ACTIVITY :: Show all lines from the data that include the word "Cerrada".

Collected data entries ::
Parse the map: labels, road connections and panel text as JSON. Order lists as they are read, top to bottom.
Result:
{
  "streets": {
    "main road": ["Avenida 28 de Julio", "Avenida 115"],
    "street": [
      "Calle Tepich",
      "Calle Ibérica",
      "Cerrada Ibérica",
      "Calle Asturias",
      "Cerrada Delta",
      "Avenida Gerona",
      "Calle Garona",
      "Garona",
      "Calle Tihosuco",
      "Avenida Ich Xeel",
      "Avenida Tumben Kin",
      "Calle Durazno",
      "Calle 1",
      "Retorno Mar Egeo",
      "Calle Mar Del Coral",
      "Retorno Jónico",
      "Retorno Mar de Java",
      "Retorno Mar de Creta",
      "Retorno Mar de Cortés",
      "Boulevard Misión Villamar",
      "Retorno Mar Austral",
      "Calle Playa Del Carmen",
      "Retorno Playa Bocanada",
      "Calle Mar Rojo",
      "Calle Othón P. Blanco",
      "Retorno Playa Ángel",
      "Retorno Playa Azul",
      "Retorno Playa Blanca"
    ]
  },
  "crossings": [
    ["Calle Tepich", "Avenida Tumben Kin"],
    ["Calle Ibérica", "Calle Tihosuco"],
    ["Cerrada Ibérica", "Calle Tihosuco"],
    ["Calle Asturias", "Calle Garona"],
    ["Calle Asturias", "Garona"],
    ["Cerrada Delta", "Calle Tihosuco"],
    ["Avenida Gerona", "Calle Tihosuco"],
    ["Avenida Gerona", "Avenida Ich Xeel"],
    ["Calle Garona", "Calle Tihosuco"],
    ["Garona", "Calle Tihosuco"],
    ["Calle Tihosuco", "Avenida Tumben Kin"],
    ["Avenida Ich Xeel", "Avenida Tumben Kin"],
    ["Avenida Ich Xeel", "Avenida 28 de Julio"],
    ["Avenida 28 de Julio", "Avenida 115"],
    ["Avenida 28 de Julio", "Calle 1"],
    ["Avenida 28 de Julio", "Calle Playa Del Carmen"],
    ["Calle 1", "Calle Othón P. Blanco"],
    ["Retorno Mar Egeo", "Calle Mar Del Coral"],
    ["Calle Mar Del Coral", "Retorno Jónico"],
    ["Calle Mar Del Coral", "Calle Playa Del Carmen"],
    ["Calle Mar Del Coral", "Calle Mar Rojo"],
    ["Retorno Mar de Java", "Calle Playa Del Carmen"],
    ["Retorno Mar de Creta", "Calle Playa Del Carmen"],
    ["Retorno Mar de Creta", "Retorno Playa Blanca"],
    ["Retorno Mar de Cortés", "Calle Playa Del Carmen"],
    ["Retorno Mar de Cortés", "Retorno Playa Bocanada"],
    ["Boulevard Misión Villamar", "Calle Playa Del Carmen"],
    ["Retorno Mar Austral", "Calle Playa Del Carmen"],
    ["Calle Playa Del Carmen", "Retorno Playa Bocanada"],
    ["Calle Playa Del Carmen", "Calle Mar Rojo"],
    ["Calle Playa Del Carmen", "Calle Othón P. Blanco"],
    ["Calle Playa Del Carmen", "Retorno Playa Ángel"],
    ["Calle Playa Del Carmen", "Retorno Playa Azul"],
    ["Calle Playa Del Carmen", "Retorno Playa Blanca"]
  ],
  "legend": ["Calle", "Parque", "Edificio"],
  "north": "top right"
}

PROBLEM SOLUTION ::
      "Cerrada Ibérica",
      "Cerrada Delta",
    ["Cerrada Ibérica", "Calle Tihosuco"],
    ["Cerrada Delta", "Calle Tihosuco"],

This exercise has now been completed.